Top of Given data

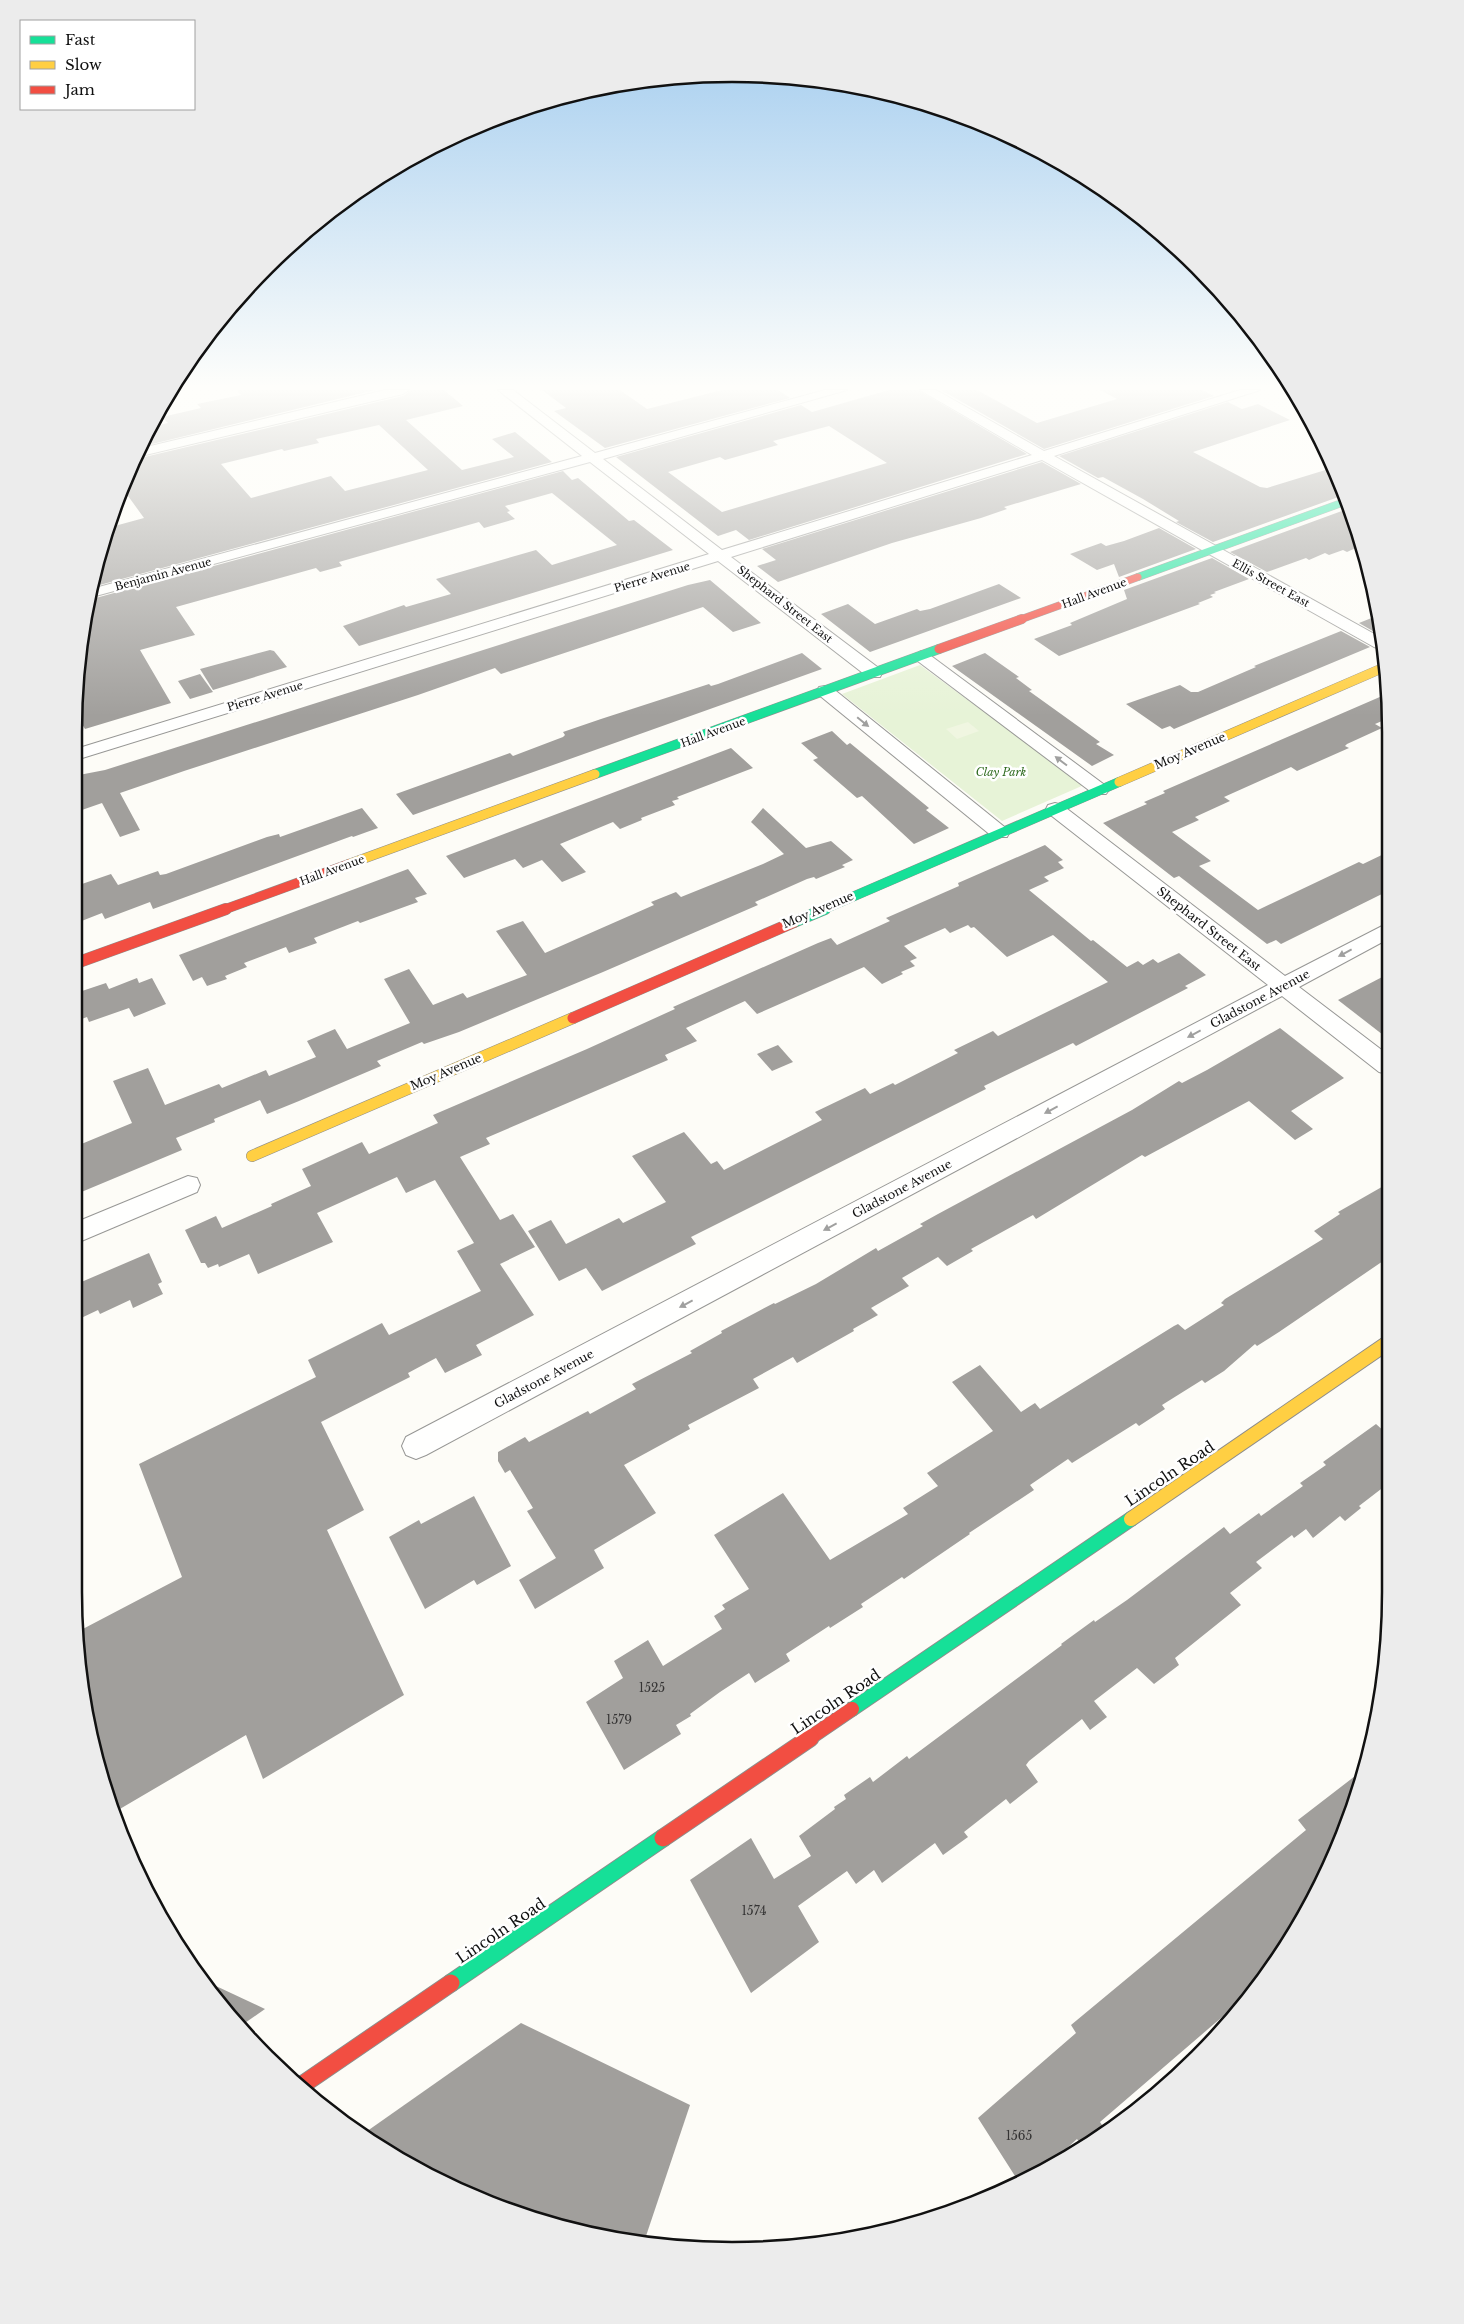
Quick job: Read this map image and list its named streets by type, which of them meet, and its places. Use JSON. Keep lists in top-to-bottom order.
{
  "streets": {
    "street": [
      "Benjamin Avenue",
      "Pierre Avenue",
      "Ellis Street East",
      "Hall Avenue",
      "Shephard Street East",
      "Moy Avenue",
      "Gladstone Avenue",
      "Lincoln Road"
    ]
  },
  "crossings": [
    ["Pierre Avenue", "Shephard Street East"],
    ["Ellis Street East", "Hall Avenue"],
    ["Hall Avenue", "Shephard Street East"],
    ["Shephard Street East", "Moy Avenue"],
    ["Shephard Street East", "Gladstone Avenue"]
  ],
  "one_way": ["Gladstone Avenue"],
  "parks": ["Clay Park"],
  "house_numbers": [
    "1525",
    "1579",
    "1574",
    "1565"
  ],
  "legend": ["Fast", "Slow", "Jam"]
}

Bottom of Given data

Please output the records above exactly, without the pictures.

Quick job: Read this map image and list its named streets by type, which of them meet, and its places. Use JSON. Keep lists in top-to-bottom order.
{
  "streets": {
    "street": [
      "Benjamin Avenue",
      "Pierre Avenue",
      "Ellis Street East",
      "Hall Avenue",
      "Shephard Street East",
      "Moy Avenue",
      "Gladstone Avenue",
      "Lincoln Road"
    ]
  },
  "crossings": [
    ["Pierre Avenue", "Shephard Street East"],
    ["Ellis Street East", "Hall Avenue"],
    ["Hall Avenue", "Shephard Street East"],
    ["Shephard Street East", "Moy Avenue"],
    ["Shephard Street East", "Gladstone Avenue"]
  ],
  "one_way": ["Gladstone Avenue"],
  "parks": ["Clay Park"],
  "house_numbers": [
    "1525",
    "1579",
    "1574",
    "1565"
  ],
  "legend": ["Fast", "Slow", "Jam"]
}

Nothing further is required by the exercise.